When it's time to do the dishes, you never stop with yours. You always wash mine too.
- You always trim the wicks on the candles.
- You smell like Windex. The Mountain Clean (TM) version.
- You vacuum under the furniture.
- When I mentioned it, you stopped wearing your football cleats on my hardwood floors.
- Your birthday falls on a lunar holiday.
- You got me into Yerba Mate tea.
- One time, you had a chance to go to the mall and get Donny Most's autograph, but you chose to stay and finish our game of Risk.
- You only eat half an apple at a time. The uneaten half goes in the fridge's crisper, where you'll consume it at a later time as part of a balanced meal.
- You could have kept my Hall and Oates Greatest Hits album and I would have never realized it, but you gave it back anyway.
- You're a pretty good partner to have in a fight, except when the other side has Uzis.
At certain angles, your nose is cat-like.
- You were the one who taught me that the phrase "Making ends meet" wasn't spelled "Making ends-meat."
- You observe all posted speed limits, except in Montana and Germany.
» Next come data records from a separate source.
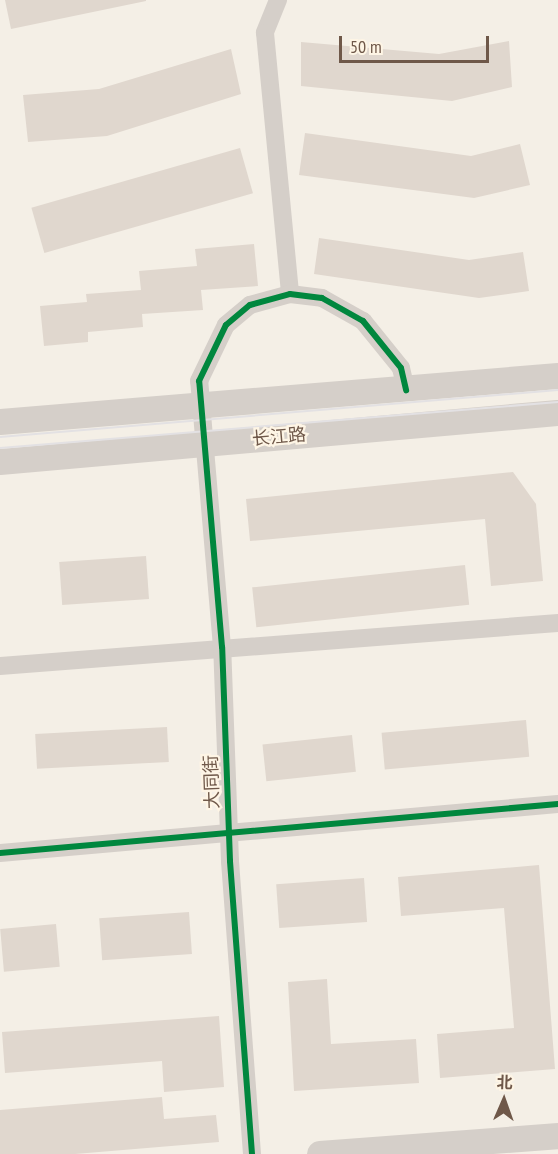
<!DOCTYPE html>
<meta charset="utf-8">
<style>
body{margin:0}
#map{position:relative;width:558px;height:1154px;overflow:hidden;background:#f4efe6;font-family:"PT Sans Narrow","Noto Sans SC",sans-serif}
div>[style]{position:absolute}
.building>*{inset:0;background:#e0d7ce;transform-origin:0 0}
.street>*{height:18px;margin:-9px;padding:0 9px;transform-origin:9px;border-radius:9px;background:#d5cfc9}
.secondary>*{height:26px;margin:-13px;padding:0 13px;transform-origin:13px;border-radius:13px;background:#d5cfc9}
.tram>*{height:1.5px;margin:-0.75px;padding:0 0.75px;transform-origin:0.75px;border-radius:0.75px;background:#e3e1e3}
.cycleway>*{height:6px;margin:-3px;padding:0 3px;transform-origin:3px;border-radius:3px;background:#00873e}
span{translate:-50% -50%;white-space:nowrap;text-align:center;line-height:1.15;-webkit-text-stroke:4.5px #fef5e5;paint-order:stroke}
.street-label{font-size:18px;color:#6f5849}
.north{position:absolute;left:474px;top:1070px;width:60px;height:60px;-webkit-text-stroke:4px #fef5e5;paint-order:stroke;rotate:2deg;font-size:16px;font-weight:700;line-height:24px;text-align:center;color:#6f5849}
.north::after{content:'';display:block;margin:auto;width:21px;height:27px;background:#6f5849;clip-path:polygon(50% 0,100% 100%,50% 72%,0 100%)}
.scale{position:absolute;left:339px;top:36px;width:150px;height:27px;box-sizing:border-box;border:3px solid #6f5849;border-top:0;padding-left:8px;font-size:18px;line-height:21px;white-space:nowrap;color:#6f5849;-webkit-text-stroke:4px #fef5e5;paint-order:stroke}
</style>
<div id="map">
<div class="building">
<div style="clip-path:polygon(5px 0,146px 0,146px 1px,11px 29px)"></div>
<div style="clip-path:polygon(509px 41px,512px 87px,452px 101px,301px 86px,301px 42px,439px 54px)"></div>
<div style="clip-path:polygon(231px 49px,241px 94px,107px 136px,28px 142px,23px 95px,99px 89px)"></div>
<div style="clip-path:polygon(305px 133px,471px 156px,520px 144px,530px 185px,474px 198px,299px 175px)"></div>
<div style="left:240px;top:148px;width:47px;height:217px;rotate:74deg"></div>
<div style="clip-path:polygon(319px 238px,469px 260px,523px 252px,529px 291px,479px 298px,314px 274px)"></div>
<div style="clip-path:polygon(254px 244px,258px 286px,201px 290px,203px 310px,142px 314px,143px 327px,88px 332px,88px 342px,44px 346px,40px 306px,87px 302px,86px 294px,141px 290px,139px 271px,197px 266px,195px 249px)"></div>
<div style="clip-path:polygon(513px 472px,536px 504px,543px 581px,491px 586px,485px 519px,250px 541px,246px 499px)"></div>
<div style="left:146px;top:556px;width:43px;height:87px;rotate:86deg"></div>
<div style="left:465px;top:565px;width:40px;height:214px;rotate:84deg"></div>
<div style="left:526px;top:720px;width:37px;height:145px;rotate:85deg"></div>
<div style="left:167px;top:727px;width:35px;height:132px;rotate:87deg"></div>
<div style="left:352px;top:735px;width:37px;height:90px;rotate:84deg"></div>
<div style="clip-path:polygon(539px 865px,555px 1069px,440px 1078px,437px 1034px,514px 1028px,504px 908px,401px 916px,398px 877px)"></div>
<div style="left:364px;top:878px;width:44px;height:88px;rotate:86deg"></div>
<div style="left:189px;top:912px;width:42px;height:90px;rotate:86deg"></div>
<div style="left:56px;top:924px;width:43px;height:56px;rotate:85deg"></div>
<div style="clip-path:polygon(327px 979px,331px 1044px,416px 1039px,419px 1083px,294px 1091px,288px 982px)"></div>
<div style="clip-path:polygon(219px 1016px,224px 1087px,164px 1092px,162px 1061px,5px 1073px,2px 1032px)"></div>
<div style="clip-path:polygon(162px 1097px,164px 1119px,216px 1115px,219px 1142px,75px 1154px,0 1154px,0 1110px)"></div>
</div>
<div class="street">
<div style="left:278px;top:0;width:35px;rotate:112deg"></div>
<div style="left:265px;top:33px;width:262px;rotate:84.5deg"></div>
<div style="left:0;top:666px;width:560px;rotate:-4.41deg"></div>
<div style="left:0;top:853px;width:560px;rotate:-5.02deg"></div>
<div style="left:252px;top:1154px;width:294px;rotate:-94.3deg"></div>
<div style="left:230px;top:861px;width:214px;rotate:-92.1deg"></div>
<div style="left:222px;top:647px;width:267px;rotate:-94.9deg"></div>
<div style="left:199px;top:381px;width:62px;rotate:-64.3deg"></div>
<div style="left:226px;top:325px;width:31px;rotate:-40deg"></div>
<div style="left:250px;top:305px;width:41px;rotate:-15.4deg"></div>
<div style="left:290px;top:294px;width:32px;rotate:7deg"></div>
<div style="left:322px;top:298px;width:47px;rotate:29.3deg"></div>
<div style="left:363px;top:321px;width:60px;rotate:51deg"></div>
<div style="left:401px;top:368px;width:23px;rotate:77deg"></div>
</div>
<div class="secondary">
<div style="left:0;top:422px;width:560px;rotate:-4.71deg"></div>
<div style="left:0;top:462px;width:560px;rotate:-5.02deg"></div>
<div style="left:320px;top:1154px;width:239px;rotate:-4.3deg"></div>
</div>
<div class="tram">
<div style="left:0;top:437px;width:560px;rotate:-4.81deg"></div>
<div style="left:0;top:448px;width:560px;rotate:-4.71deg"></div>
</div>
<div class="cycleway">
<div style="left:0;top:853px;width:560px;rotate:-5.02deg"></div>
<div style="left:252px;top:1154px;width:294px;rotate:-94.3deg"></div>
<div style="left:230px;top:861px;width:214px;rotate:-92.1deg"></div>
<div style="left:222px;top:647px;width:267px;rotate:-94.9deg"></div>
<div style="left:199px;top:381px;width:62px;rotate:-64.3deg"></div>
<div style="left:226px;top:325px;width:31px;rotate:-40deg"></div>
<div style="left:250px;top:305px;width:41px;rotate:-15.4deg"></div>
<div style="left:290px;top:294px;width:32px;rotate:7deg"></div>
<div style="left:322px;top:298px;width:47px;rotate:29.3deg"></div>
<div style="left:363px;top:321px;width:60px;rotate:51deg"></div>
<div style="left:401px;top:368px;width:23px;rotate:77deg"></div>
</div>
<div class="street-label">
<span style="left:279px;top:437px;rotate:-5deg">长江路</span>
<span style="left:212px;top:782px;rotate:-92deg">大同街</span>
</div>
<div class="north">北</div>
<div class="scale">50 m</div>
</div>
- One day before my new job, you let me take your urine to work in a ziplock baggy.
- You taught me to tightroll my jeans, and then when the fad was over, you taught me to stop tightrolling my jeans.
- You took me to the emergency room that one time and waited while they took the bullet out of my lung.
- You like Elton John, but you're not an ass about it.
- When my mother called for me that one day, you told her I was at work when I was actually in the next room playing seven straight hours of online Texas Hold 'Em Poker in my underwear.
- I like the way you move.
You have slowly evolved over millions of years to possess the ability to breathe underwater, but you rarely show off.
- That one movie, "You Got Served," was based on your life.
- You're not afraid to be naked if it serves your purposes.
- You can read the thoughts of hobos.
- You make a mean enchilada.
- When we shake hands, I know you're not going to kill me in my sleep.